Saved entries:

★ ★ ★

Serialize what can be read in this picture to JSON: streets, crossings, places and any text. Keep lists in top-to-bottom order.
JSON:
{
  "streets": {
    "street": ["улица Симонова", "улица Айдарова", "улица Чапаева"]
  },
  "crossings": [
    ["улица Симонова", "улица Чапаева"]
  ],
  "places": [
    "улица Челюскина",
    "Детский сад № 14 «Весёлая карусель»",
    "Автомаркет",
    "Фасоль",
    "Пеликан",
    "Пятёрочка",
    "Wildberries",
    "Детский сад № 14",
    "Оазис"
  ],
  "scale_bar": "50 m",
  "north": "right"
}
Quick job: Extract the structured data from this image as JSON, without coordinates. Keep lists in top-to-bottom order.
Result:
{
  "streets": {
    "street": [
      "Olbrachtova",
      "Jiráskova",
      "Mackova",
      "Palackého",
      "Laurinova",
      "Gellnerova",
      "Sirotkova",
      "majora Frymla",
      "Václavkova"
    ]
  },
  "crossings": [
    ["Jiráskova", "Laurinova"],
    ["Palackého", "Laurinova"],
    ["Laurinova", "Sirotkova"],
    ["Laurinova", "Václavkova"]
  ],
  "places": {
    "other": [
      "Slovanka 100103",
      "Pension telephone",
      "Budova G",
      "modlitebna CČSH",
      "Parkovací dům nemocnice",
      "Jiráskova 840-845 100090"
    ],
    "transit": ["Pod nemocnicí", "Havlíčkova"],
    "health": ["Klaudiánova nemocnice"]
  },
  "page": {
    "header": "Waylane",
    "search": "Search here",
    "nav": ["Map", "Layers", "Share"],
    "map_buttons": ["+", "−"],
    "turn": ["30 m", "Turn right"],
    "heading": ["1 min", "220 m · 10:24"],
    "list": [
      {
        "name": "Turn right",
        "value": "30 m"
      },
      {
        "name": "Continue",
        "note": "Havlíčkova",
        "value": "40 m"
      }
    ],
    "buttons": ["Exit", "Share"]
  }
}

★ ★ ★

## [THE TASK]
Give only a number: how many lines of the data hold the string "Keep"?

## [RESPONSE TO THE EXERCISE]
2